**Dataset entries**

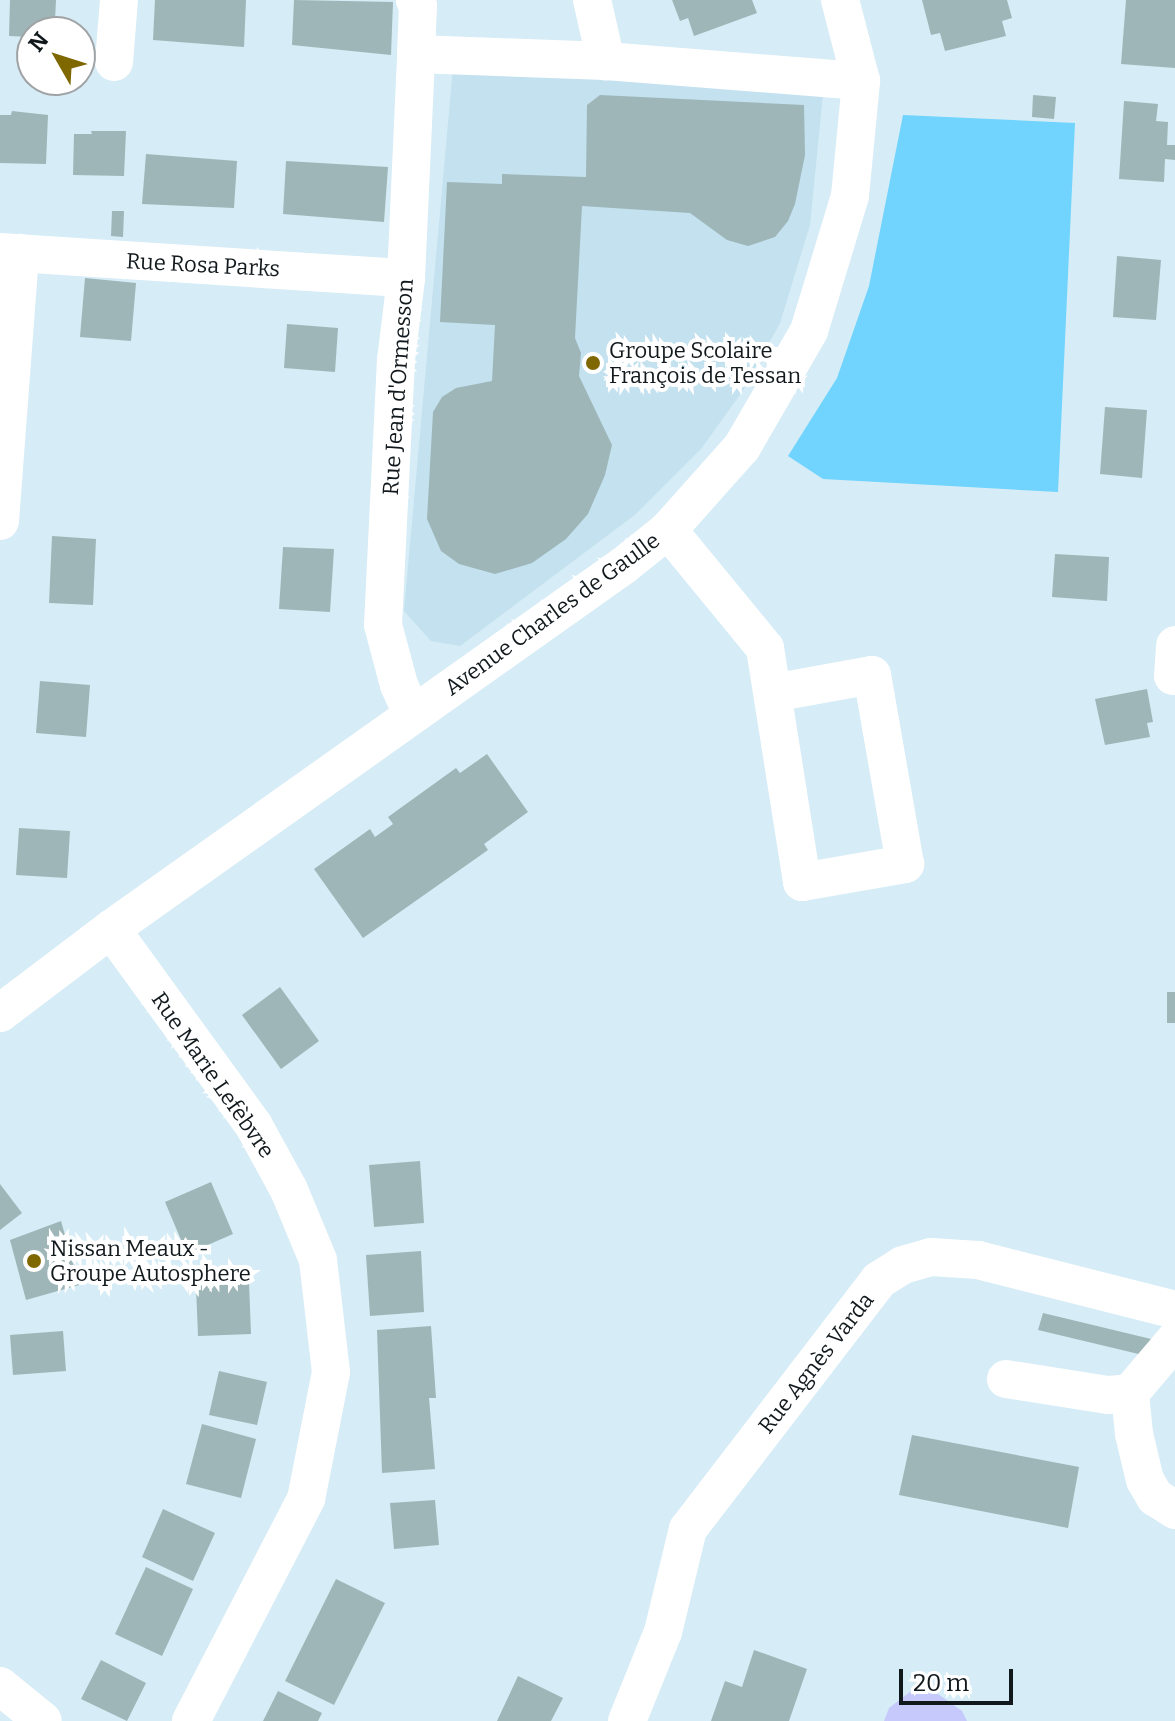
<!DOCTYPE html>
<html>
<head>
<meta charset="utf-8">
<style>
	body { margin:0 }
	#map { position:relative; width:1175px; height:1721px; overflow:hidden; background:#d6ecf6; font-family:Bitter,serif }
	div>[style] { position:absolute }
	.built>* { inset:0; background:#c3e1ef }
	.green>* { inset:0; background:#70d4fe }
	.water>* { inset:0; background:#c6c9fb }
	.building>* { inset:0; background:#9eb6b8 }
	.minor>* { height:38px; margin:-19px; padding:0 19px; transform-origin:19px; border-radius:19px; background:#fff }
	.dots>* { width:22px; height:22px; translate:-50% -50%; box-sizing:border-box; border:4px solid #fff; border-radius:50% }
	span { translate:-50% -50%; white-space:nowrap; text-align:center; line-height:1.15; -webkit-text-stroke:8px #fff; paint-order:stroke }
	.street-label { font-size:22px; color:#12191d }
	.poi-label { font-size:22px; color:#12191d }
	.left { translate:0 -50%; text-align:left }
	.north { position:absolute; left:16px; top:16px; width:80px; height:80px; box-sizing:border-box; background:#fff; border:2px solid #a0a3a5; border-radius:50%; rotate:309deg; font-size:22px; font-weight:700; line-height:32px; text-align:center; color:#12191d }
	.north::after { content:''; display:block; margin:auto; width:28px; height:36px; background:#806800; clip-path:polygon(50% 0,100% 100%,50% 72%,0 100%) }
	.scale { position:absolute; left:899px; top:1669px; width:114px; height:36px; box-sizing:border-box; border:4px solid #12191d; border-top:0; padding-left:10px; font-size:24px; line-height:28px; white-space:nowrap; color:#12191d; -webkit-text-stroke:6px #fff; paint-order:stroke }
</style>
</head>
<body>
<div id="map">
	<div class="built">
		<div style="clip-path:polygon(453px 68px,823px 94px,810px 225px,780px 323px,742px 392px,701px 449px,636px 514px,460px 646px,431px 641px,404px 611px)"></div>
	</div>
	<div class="green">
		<div style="clip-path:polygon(903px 115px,1075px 123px,1058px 492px,823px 479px,788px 456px,837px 378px,869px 286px)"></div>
	</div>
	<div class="water">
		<div style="clip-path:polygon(910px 1692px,938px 1694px,962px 1711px,967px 1721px,884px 1721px,889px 1708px)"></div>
	</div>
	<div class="building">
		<div style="clip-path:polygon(10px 0,56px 0,55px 21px,44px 20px,44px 32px,32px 32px,32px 37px,9px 36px)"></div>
		<div style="clip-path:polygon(155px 0,246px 0,244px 47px,153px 40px)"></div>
		<div style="clip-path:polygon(294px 0,393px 2px,391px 55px,292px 45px)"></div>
		<div style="clip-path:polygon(672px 0,752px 0,757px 13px,694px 36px,688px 18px,680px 21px)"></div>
		<div style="clip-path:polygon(922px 0,1007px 0,1012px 18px,1002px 21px,1006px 36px,945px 51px,940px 33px,931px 35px)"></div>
		<div style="clip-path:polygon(1126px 0,1175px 0,1175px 68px,1121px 64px)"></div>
		<div style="clip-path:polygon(600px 95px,804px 105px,805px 155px,795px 204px,788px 221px,775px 237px,748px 246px,727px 240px,690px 213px,582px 206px,575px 338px,581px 353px,579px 376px,612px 445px,605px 475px,588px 514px,566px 539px,532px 563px,495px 574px,459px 564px,441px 551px,427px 519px,433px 412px,442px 397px,456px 388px,492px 381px,495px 325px,440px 322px,447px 182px,502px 184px,502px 174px,586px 177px,587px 105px)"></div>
		<div style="clip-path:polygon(1033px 95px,1056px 97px,1054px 119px,1032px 117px)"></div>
		<div style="clip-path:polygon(1124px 101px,1158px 104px,1156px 121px,1168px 122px,1167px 145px,1175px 145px,1175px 160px,1165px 159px,1164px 182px,1119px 179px)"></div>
		<div style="clip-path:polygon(12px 111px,48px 115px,46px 164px,0 163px,0 115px,11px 115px)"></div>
		<div style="clip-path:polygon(91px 131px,126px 131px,124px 176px,73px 175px,74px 134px,92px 134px)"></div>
		<div style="clip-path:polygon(146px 154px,237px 161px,234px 208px,142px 204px)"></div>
		<div style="clip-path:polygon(286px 161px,388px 167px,384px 222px,283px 214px)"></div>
		<div style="clip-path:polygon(112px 211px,124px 211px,123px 237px,111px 236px)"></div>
		<div style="clip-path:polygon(1117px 256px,1161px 260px,1156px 320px,1113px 317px)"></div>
		<div style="clip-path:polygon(85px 278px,136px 283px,131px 341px,80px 337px)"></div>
		<div style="clip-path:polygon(287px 324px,338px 328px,335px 372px,284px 368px)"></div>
		<div style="clip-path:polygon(1105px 407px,1147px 410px,1142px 478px,1100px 474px)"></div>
		<div style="clip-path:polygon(52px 536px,96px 539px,93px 605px,49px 603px)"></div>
		<div style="clip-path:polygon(283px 547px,334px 549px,330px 612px,279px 609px)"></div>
		<div style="clip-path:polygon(1055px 554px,1109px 557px,1107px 601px,1052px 597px)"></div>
		<div style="clip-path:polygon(40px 681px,90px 685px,86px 737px,36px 733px)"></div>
		<div style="clip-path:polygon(1147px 689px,1153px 722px,1147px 723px,1150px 737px,1105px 745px,1095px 699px)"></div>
		<div style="clip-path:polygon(487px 754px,528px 812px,484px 844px,488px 850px,363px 938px,314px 869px,370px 829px,375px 837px,393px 824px,388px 817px,456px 768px,460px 773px)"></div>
		<div style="clip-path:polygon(19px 828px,70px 831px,67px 878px,16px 875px)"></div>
		<div style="clip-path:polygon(280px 987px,319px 1041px,281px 1069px,242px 1015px)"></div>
		<div style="clip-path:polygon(1167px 992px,1175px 992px,1175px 1023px,1167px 1023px)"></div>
		<div style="clip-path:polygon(420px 1161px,424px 1223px,374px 1227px,369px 1165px)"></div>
		<div style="clip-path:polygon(211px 1182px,233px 1234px,187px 1254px,165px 1202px)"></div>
		<div style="clip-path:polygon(0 1184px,22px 1213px,0 1230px)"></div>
		<div style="clip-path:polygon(61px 1221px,79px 1285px,26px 1300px,10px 1240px)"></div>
		<div style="clip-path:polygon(421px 1251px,424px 1312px,370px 1316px,366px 1255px)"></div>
		<div style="clip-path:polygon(249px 1283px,251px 1334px,198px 1336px,196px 1286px)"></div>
		<div style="clip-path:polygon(1043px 1313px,1151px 1339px,1147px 1356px,1038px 1330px)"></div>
		<div style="clip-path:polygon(431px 1326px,436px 1398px,429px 1398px,435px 1469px,382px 1473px,377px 1330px)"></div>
		<div style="clip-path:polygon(63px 1331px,66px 1371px,13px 1375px,10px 1335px)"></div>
		<div style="clip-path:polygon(219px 1371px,267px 1382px,257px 1425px,209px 1415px)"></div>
		<div style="clip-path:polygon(202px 1424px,256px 1439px,241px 1498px,186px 1484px)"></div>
		<div style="clip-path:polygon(912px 1435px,1079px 1467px,1068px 1528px,899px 1495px)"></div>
		<div style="clip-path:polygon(435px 1500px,439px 1545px,394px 1549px,390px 1503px)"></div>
		<div style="clip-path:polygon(163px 1509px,215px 1533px,193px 1581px,142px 1557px)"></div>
		<div style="clip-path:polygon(146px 1567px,193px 1589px,162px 1656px,115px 1634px)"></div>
		<div style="clip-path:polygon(336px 1579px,385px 1603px,334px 1705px,285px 1681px)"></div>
		<div style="clip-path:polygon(754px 1650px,807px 1669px,789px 1721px,711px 1721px,725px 1681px,742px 1687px)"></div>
		<div style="clip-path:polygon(101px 1660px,146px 1683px,127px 1721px,81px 1699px)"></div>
		<div style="clip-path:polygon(518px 1676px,563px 1698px,551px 1721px,497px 1721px)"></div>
		<div style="clip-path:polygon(278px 1691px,322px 1713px,318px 1721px,263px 1721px)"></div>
	</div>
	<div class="minor">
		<div style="left:592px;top:0;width:63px;rotate:77.1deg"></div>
		<div style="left:416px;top:54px;width:190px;rotate:2.1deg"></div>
		<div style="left:606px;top:61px;width:256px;rotate:4.5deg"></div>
		<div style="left:114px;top:62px;width:62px;rotate:-85.4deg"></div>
		<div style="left:0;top:252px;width:407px;rotate:3.7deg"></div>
		<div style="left:0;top:521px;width:269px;rotate:-85.7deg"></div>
		<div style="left:668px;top:530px;width:153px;rotate:50.6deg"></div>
		<div style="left:765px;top:648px;width:237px;rotate:81deg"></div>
		<div style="left:802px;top:882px;width:105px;rotate:-9.9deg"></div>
		<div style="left:905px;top:864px;width:192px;rotate:-99.9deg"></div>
		<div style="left:872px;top:675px;width:101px;rotate:169.7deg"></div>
		<div style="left:1173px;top:676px;width:31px;rotate:-86deg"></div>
		<div style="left:412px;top:714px;width:32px;rotate:-114deg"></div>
		<div style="left:399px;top:685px;width:62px;rotate:-104.9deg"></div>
		<div style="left:383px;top:625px;width:265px;rotate:-87.2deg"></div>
		<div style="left:396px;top:360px;width:83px;rotate:-83deg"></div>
		<div style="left:406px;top:278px;width:224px;rotate:-87.4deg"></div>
		<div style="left:416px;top:54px;width:48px;rotate:-87.6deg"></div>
		<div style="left:418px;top:6px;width:7px;rotate:-117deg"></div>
		<div style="left:111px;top:929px;width:243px;rotate:54deg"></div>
		<div style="left:254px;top:1126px;width:73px;rotate:61.3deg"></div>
		<div style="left:289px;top:1190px;width:76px;rotate:67.5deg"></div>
		<div style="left:318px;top:1260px;width:113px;rotate:83.4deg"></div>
		<div style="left:331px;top:1372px;width:129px;rotate:101.1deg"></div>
		<div style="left:306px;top:1499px;width:250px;rotate:117.4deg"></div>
		<div style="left:0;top:1013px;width:139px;rotate:-37.1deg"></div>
		<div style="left:111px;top:929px;width:628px;rotate:-35.34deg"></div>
		<div style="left:623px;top:566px;width:58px;rotate:-38.7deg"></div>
		<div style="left:668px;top:530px;width:111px;rotate:-48.3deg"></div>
		<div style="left:742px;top:447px;width:134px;rotate:-60deg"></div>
		<div style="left:809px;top:331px;width:141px;rotate:-73.1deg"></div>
		<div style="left:850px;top:196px;width:116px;rotate:-84.5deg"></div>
		<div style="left:861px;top:81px;width:84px;rotate:-104.5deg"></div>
		<div style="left:1175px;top:1340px;width:70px;rotate:130.3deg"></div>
		<div style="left:1130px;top:1393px;width:41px;rotate:84.4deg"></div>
		<div style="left:1134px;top:1434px;width:47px;rotate:76.6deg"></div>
		<div style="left:1145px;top:1480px;width:20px;rotate:60deg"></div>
		<div style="left:1155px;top:1497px;width:24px;rotate:33deg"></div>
		<div style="left:1006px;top:1379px;width:103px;rotate:8.9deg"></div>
		<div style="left:1108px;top:1395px;width:22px;rotate:-5deg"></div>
		<div style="left:0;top:1686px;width:55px;rotate:39.1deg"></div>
		<div style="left:627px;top:1721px;width:96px;rotate:-68deg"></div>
		<div style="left:663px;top:1632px;width:106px;rotate:-76.4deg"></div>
		<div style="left:688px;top:1529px;width:314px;rotate:-52.5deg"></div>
		<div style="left:879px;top:1280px;width:28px;rotate:-32deg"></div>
		<div style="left:903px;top:1265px;width:29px;rotate:-16deg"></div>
		<div style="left:931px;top:1257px;width:47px;rotate:3.7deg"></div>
		<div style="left:978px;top:1260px;width:203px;rotate:14.2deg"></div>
	</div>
	<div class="dots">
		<div style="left:593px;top:363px;background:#806800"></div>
		<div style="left:34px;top:1261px;background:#806800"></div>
	</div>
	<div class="street-label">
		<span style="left:203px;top:265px;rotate:3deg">Rue Rosa Parks</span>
		<span style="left:398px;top:387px;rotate:-86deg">Rue Jean d'Ormesson</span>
		<span style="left:552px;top:614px;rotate:-36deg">Avenue Charles de Gaulle</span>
		<span style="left:213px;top:1075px;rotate:55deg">Rue Marie Lefèbvre</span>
		<span style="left:816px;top:1363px;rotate:-52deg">Rue Agnès Varda</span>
	</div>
	<div class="poi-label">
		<span class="left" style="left:609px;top:363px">Groupe Scolaire<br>François de Tessan</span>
		<span class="left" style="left:50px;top:1261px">Nissan Meaux -<br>Groupe Autosphere</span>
	</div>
	<div class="north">N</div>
	<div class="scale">20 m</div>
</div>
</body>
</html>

**Instructions for the task**
Produce only the lines from the line containing "translate:-50% -50%; white-space:nowrap;" through the line containing "position:absolute; left:16px; top:16px;", inclusive of both, exactly as they stand in the entries above.

**Exercise response**
	span { translate:-50% -50%; white-space:nowrap; text-align:center; line-height:1.15; -webkit-text-stroke:8px #fff; paint-order:stroke }
	.street-label { font-size:22px; color:#12191d }
	.poi-label { font-size:22px; color:#12191d }
	.left { translate:0 -50%; text-align:left }
	.north { position:absolute; left:16px; top:16px; width:80px; height:80px; box-sizing:border-box; background:#fff; border:2px solid #a0a3a5; border-radius:50%; rotate:309deg; font-size:22px; font-weight:700; line-height:32px; text-align:center; color:#12191d }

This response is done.